Aquel domingo de fines de agosto en el local de Copla se reunieron decenas de personas de varios colectivos educativos de Santiago y Valparaíso. Los anfitriones armaron grupos que debatieron sobre los problemas que enfrenta una educación autónoma y afincada en territorios de pobreza.
Los miembros del colectivo La Maleza, un grupo de liceales recién graduados de la comuna Maipú, activados en 2011, decidieron salirse del preuniversitario para montar una escuela como la que sueñan, con un proyecto educativo propio anclado en la comunidad barrial. Alguien relata que el mismo año nació la Escuela Artística Comunitaria que cuenta con una comparsa, organiza el Carnaval Víctor Jara y decenas de talleres de formación.
Los chicos de La Maleza se dedican a tejer relaciones entre los diversos colectivos que emprendieron el camino de una educación autogestionada. Aseguran que son una treintena de grupos, entre Santiago y Valparaíso, que trabajan para que “la organización de la educación la asuma la comunidad”. En los últimos diez años, desde la “revolución pingüina” de 2006, “hemos aprendido que no podemos quedarnos solamente en las peticiones y demandas”, afirman.

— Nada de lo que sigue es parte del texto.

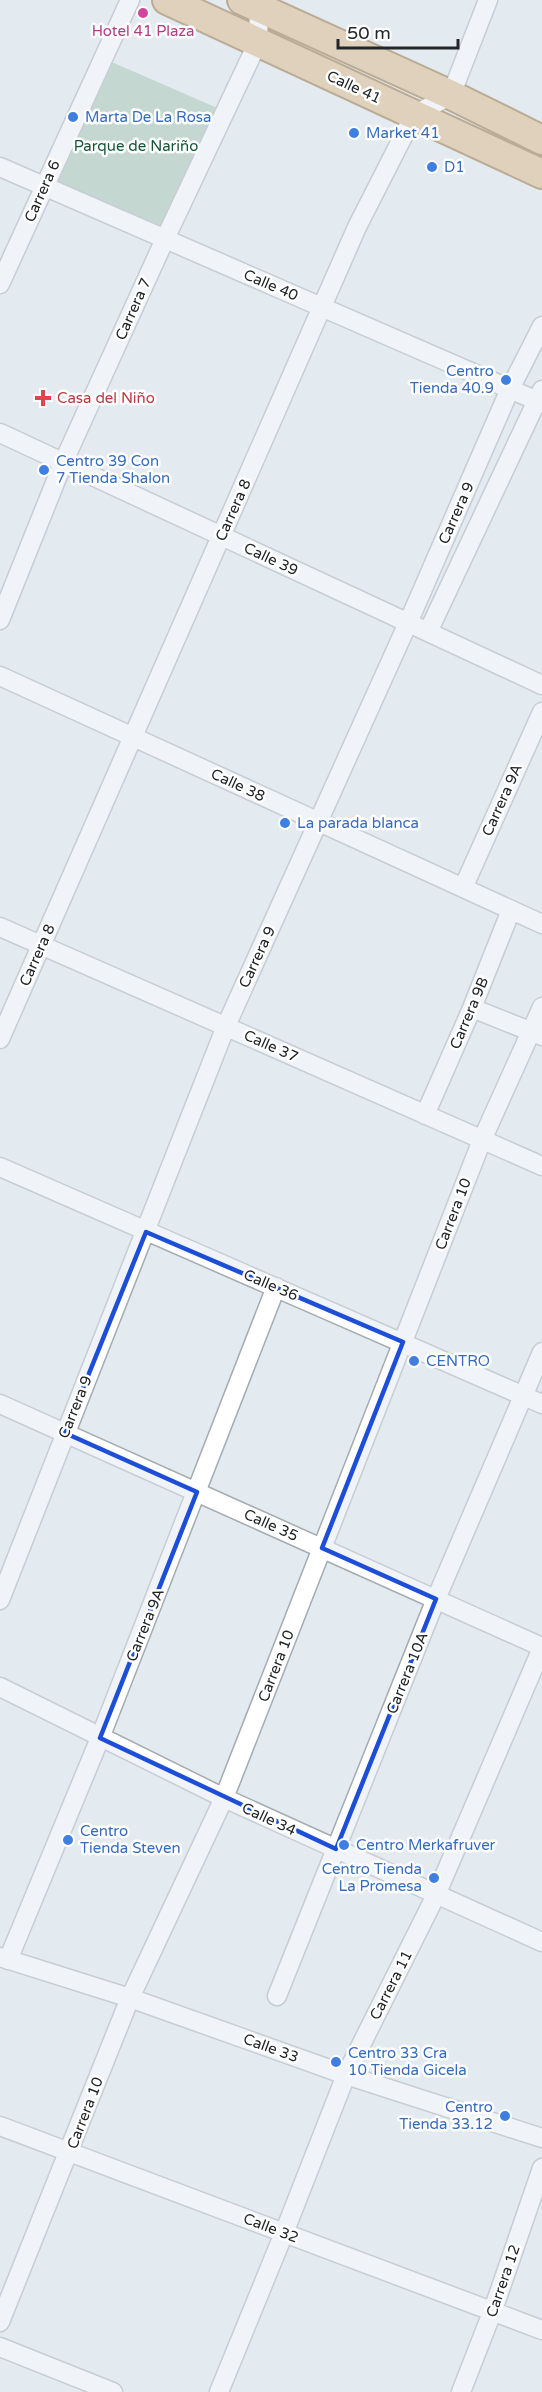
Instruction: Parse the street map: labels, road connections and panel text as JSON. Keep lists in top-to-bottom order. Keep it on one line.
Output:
{"streets":{"main road":["Calle 41"],"street":["Carrera 6","Calle 40","Carrera 7","Carrera 8","Carrera 9","Calle 39","Calle 38","Carrera 9A","Carrera 9B","Calle 37","Carrera 10","Calle 36","Calle 35","Carrera 10A","Calle 34","Carrera 11","Calle 33","Calle 32","Carrera 12"]},"crossings":[["Calle 41","Carrera 7"],["Calle 41","Carrera 8"],["Carrera 6","Calle 40"],["Calle 40","Carrera 7"],["Calle 40","Carrera 8"],["Calle 40","Carrera 9"],["Carrera 7","Calle 39"],["Carrera 8","Calle 39"],["Carrera 8","Calle 38"],["Carrera 8","Calle 37"],["Carrera 9","Calle 39"],["Carrera 9","Calle 38"],["Carrera 9","Calle 37"],["Carrera 9","Calle 36"],["Carrera 9","Calle 35"],["Calle 38","Carrera 9A"],["Calle 38","Carrera 9B"],["Carrera 9A","Calle 36"],["Carrera 9A","Calle 35"],["Carrera 9A","Calle 34"],["Carrera 9A","Calle 33"],["Carrera 9B","Calle 37"],["Calle 37","Carrera 10"],["Carrera 10","Calle 36"],["Carrera 10","Calle 35"],["Carrera 10","Calle 34"],["Carrera 10","Calle 33"],["Carrera 10","Calle 32"],["Calle 36","Carrera 10A"],["Calle 35","Carrera 10A"],["Calle 35","Carrera 11"],["Carrera 10A","Calle 34"],["Calle 34","Carrera 11"],["Carrera 11","Calle 33"],["Carrera 11","Calle 32"],["Calle 32","Carrera 12"]],"parks":["Parque de Nariño"],"places":{"other":["Hotel 41 Plaza","Marta De La Rosa","Market 41","D1","Centro Tienda 40.9","Centro 39 Con 7 Tienda Shalon","La parada blanca","CENTRO","Centro Tienda Steven","Centro Merkafruver","Centro Tienda La Promesa","Centro 33 Cra 10 Tienda Gicela","Centro Tienda 33.12"],"health":["Casa del Niño"]},"scale_bar":"50 m"}
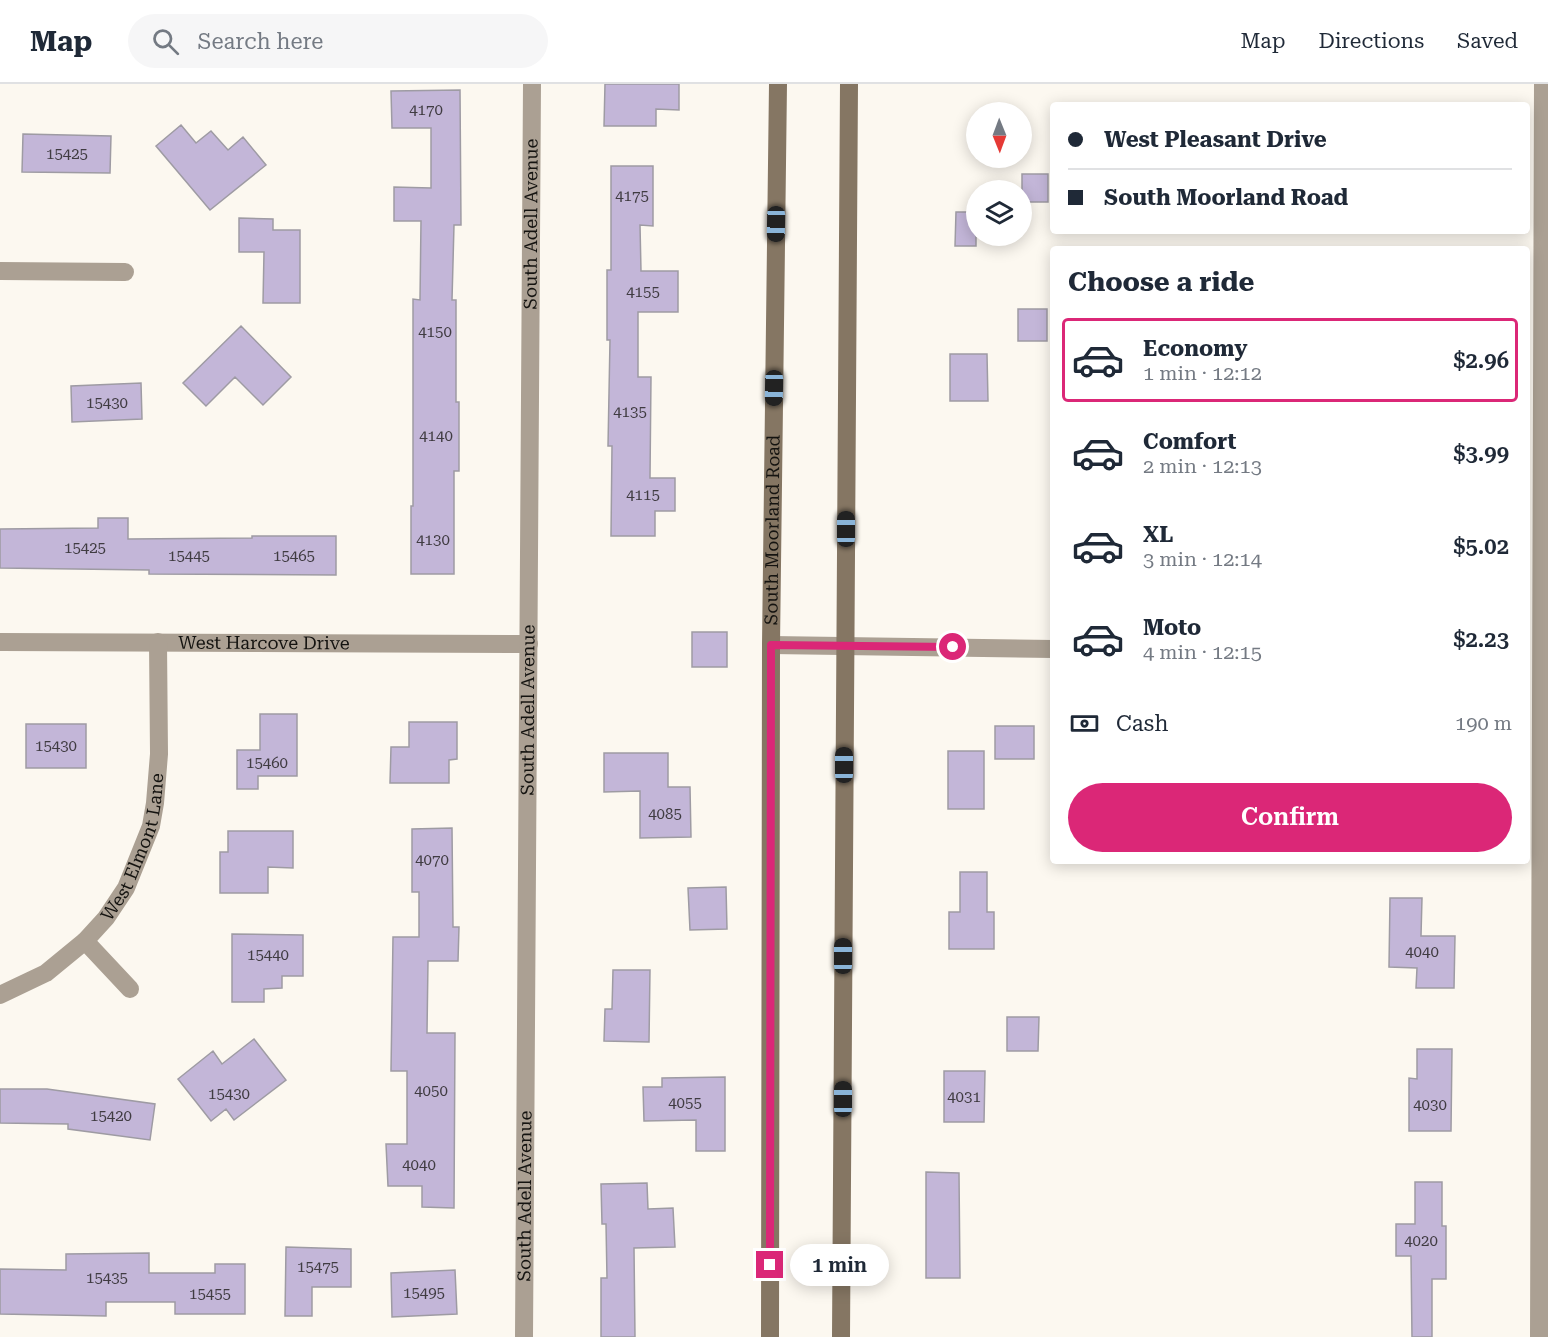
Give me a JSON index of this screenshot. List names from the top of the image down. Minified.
{"streets":{"main road":["South Moorland Road"],"street":["South Adell Avenue","West Harcove Drive","West Elmont Lane"]},"crossings":[["South Adell Avenue","West Harcove Drive"],["West Harcove Drive","West Elmont Lane"]],"house_numbers":["4170","15425","4175","4155","4150","15430","4135","4140","4115","4130","15425","15445","15465","15430","15460","4085","4070","4040","15440","4050","15430","4031","4055","4030","15420","4040","4020","15475","15435","15495","15455"],"north":"bottom","page":{"header":"Map","search":"Search here","nav":["Map","Directions","Saved"],"banner":["West Pleasant Drive","South Moorland Road"],"heading":"Choose a ride","list":[{"name":"Economy","note":"1 min · 12:12","value":"$2.96"},{"name":"Comfort","note":"2 min · 12:13","value":"$3.99"},{"name":"XL","note":"3 min · 12:14","value":"$5.02"},{"name":"Moto","note":"4 min · 12:15","value":"$2.23"}],"pay":["Cash","190 m"],"buttons":"Confirm","bubble":"1 min"}}
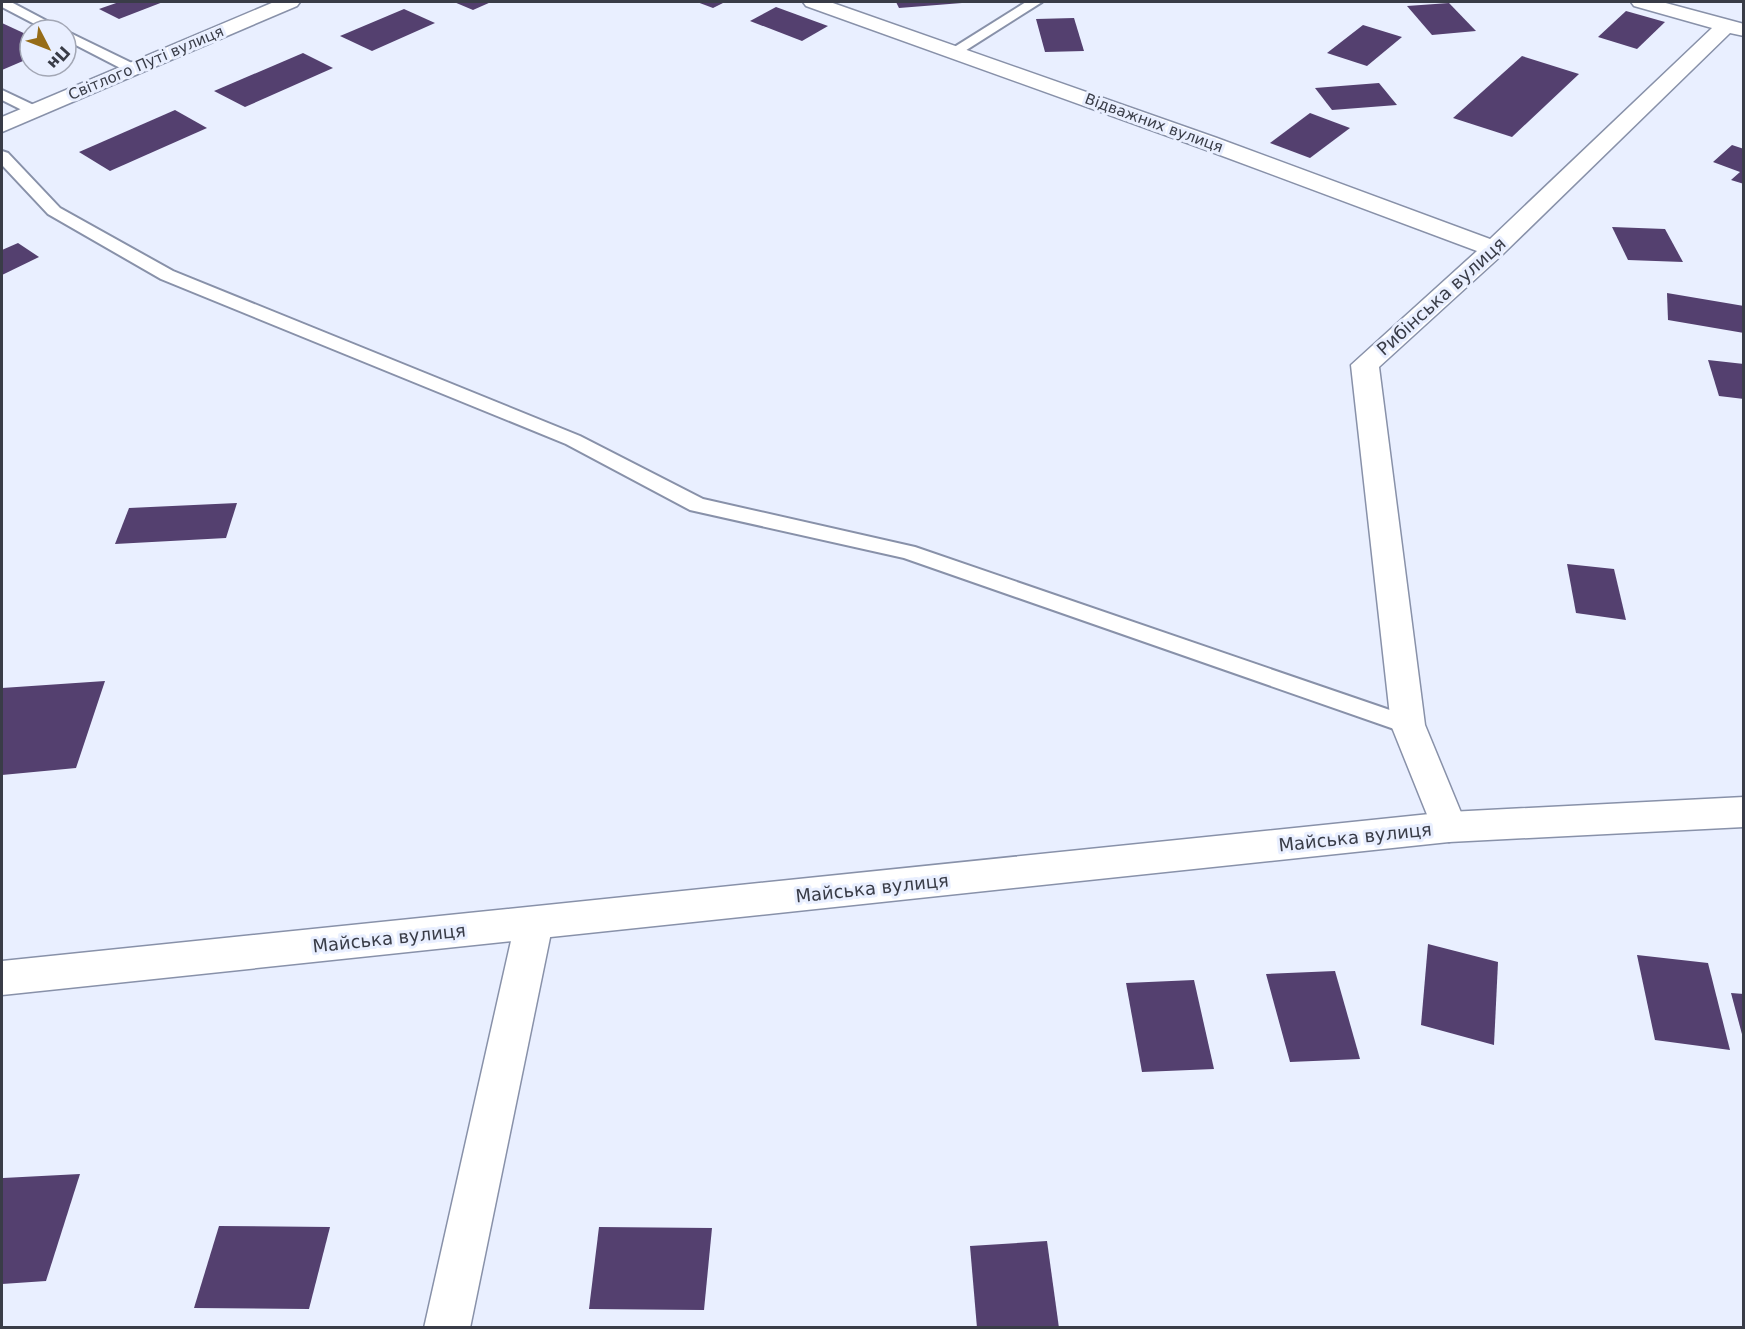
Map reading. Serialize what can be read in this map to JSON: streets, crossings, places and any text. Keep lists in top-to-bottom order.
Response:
{
  "streets": {
    "street": [
      "Світлого Путі вулиця",
      "Відважних вулиця",
      "Рибінська вулиця",
      "Майська вулиця"
    ]
  },
  "crossings": [
    ["Відважних вулиця", "Рибінська вулиця"],
    ["Рибінська вулиця", "Майська вулиця"]
  ],
  "north": "bottom right"
}
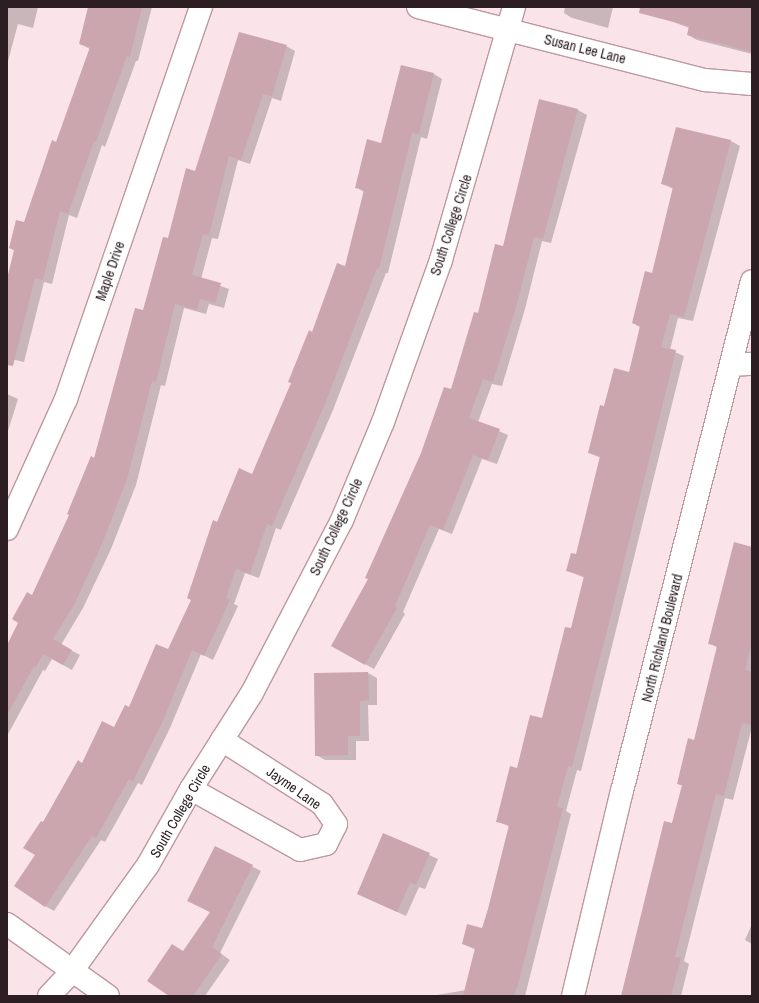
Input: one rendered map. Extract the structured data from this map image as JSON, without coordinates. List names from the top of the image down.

Los cambios de verdad, dicen, vendrán de esa “otra educación” a la que califican como emancipadora, libre, comunitaria o libertaria, según los gustos y tendencias, y que rehúye el control del Estado y del mercado. Viven en un equilibrio muy inestable. Para ser verdaderamente autónomos necesitarían el milagro de “generar alternativas de vida en el territorio”, en barrios donde los vecinos apenas consiguen sobrevivir.
Cuando se levanta la mirada y se observa el movimiento en su conjunto, las cosas cambian. El historiador Gabriel Salazar, uno de los más destacados intelectuales chilenos, hace una lectura demoledora del camino que ha tomado la mayor parte del movimiento estudiantil. “Partió muy bien”, dice, “pero ahora presenta una falla fundamental: no se está planteando como un movimiento social de nuevo tipo, sino como un movimiento de masas de viejo tipo” (Eldinamo.cl, 13-IX-16).
Salazar apela a una organización de base que no se limite “a pedir, a levantar las banderas de partidos, los retratos de los líderes”. La federación de estudiantes, por ejemplo, tiene un presidente que se elige cada año, “es un mandamás y todos los periodistas lo entrevistan, y sigue después el camino de la clase política y se convierte en diputadito”.
Esta cultura política está muerta en Chile, sostiene el historiador. “Todas las encuestas señalan que el 98 por ciento de la población no cree en los políticos, no confía en ellos ni en el sistema”, apunta. Quizá este sea el principal combustible de quienes hacen educación autónoma: es casi imposible, pero afuera hay un desierto.